Research On The Colorectal Cancer

CRC is a very heterogeneous type of cancer, subdividing the tumors into molecular subtypes aids in prognostic and therapeutic predictions in a more patient specific way. Coincidentally, all classification systems reported in literature, show that CRCs classified with a mesenchymal-like phenotype and high stromal influx have a worse overall and relapse free survival. In addition, this subset of cancers poorly respond to adjuvant chemo- or radiotherapy. It is of high importance to find a therapeutic strategy against the poor prognosis and highly resistant CMS4 subtype of CRC. The onesize-fits-all chemotherapy is long overdue and quite ineffective against CMS4. As described above, CMS4 CRCs have a mesenchymal-like phenotype (loss of E-cadherin, gain of Vimentin/N-cadherin etc.) as well as high stromal invasion. Several theories circulate upon the resistance mechanism of (CMS4) mesenchymal transitioned CRC cells. The question is whether this resistance against chemotherapy is due to EMT, so the mesenchymal-like phenotype of the cell and gained stem cell-like properties, or due to the TME properties.

Activation of the tumor-suppressor TGF-β (CMS4 marker) in early stage cancers inhibits proliferation16,20. This could contribute to the resistance toward chemotherapy (in early stage CMS4), because the basic mechanism of chemotherapy relies on inducing cytotoxicity in fast dividing cells51.

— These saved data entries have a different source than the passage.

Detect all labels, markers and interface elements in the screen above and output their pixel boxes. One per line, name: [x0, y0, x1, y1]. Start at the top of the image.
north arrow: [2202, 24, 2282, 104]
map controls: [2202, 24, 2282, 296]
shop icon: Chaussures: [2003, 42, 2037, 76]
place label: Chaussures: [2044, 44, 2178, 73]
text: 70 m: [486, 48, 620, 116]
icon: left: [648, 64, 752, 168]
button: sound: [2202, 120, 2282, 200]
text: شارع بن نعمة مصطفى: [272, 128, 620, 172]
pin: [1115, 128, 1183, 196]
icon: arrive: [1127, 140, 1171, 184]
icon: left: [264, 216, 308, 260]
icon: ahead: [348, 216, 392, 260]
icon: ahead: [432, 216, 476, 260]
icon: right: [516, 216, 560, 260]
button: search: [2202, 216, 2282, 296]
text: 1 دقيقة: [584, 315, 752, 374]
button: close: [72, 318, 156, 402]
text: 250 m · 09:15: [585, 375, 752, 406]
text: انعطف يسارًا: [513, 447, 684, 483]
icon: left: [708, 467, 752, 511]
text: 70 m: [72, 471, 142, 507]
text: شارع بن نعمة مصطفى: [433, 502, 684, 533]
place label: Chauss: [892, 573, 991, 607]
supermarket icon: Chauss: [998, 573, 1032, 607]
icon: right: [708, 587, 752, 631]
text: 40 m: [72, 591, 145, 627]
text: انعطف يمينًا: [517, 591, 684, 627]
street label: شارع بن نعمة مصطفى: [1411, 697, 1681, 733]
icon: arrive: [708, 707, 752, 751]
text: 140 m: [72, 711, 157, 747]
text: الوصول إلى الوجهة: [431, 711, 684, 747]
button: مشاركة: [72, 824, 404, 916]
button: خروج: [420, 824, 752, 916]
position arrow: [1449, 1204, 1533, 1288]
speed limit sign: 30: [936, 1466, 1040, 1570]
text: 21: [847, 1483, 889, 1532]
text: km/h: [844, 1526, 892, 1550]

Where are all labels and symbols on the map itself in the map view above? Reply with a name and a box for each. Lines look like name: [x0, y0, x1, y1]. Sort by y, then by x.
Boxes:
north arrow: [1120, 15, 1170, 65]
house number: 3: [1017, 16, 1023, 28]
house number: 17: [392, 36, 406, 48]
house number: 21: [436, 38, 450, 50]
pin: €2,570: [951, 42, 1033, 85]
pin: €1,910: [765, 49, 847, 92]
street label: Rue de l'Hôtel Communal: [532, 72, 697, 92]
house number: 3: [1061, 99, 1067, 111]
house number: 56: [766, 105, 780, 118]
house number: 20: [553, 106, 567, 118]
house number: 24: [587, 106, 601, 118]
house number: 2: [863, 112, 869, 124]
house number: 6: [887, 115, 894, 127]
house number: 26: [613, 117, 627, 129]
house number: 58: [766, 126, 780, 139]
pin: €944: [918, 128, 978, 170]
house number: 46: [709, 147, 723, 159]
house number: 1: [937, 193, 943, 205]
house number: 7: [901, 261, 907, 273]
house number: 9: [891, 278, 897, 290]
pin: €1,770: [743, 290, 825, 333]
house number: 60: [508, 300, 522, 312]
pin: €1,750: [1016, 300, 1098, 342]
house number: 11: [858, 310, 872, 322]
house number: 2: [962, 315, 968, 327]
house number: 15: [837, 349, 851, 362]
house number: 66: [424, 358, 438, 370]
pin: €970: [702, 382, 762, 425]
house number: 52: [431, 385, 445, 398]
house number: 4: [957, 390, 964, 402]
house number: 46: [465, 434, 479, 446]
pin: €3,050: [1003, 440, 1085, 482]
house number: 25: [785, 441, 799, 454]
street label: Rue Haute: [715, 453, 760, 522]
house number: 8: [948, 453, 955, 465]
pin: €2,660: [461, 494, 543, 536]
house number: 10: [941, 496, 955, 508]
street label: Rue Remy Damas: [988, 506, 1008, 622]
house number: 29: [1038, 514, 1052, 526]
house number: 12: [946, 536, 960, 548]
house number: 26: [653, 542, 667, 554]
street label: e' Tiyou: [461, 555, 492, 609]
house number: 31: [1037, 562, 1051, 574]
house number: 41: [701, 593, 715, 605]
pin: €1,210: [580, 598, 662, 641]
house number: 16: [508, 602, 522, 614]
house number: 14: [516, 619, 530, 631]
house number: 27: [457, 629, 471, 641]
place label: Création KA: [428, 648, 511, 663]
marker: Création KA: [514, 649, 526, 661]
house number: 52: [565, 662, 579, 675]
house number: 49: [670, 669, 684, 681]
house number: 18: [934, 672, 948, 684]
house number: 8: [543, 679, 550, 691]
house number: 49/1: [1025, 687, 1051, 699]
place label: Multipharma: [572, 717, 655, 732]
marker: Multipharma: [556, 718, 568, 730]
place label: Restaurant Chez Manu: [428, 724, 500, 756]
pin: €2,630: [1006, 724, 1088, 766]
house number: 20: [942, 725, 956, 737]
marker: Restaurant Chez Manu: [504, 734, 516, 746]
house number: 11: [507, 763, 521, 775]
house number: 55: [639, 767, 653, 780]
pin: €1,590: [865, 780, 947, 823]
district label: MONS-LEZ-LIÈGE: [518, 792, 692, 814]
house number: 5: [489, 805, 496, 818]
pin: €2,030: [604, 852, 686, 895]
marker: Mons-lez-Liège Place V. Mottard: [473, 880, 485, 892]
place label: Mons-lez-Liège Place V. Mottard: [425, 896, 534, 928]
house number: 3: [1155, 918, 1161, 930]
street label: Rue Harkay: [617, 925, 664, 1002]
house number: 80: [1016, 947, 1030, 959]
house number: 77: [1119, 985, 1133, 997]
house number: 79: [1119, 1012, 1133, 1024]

This feature of chemotherapy might also be the reason why dormant metastatic cells are unaffected by chemotherapy and result in relapse. The switch of transforming TGF-β from a tumor suppressor into an proto-oncogene is a result of an additional mutation in p5352. Which leads to increased proliferation, EMT, invasiveness and metastatic properties. TGF-β seems to be the key player in the autocrine loop and cross-talk between CAFs, endothelial-, immune-, and cancer cells. Not to mention its role as inducer of EMT, which is necessary for metastasis. TGF-β pathway activation is shown to be successfully inhibited and several therapeutic agents are now in phase I clinical trials including antiTGF-β or anti-TGF-β-receptor monoclonal antibodies, small molecules targeting the TGF-β-receptor, anti-sense oligonucleotides, chimeric proteins and vaccines. Inhibiting TGF-β itself, or the receptor would maybe stop the autocrine loop of the TGF-β signaling pathway. However, it may be associated

with the adverse side-effect of influencing normal stromal cells. In clinical trials, Galunisertib, a TGF-β receptor inhibitor results in cardiac toxicity. They resolved this issue by using Galunisertib in an intermittent pattern as a single agent or in combination with chemotherapy against glioblastomas, pancreatic and liver cancer53. The use of TGF-β inhibitors must be used with caution due to the dual role of TGF-β in cancer proliferation. As well as the fact that TGF-β is involved in wound healing and epithelial homeostasis suggest that long term use might not be feasible in the clinic. On top of that, the possibility exists that TGF-β inhibition may even be tumor promoting.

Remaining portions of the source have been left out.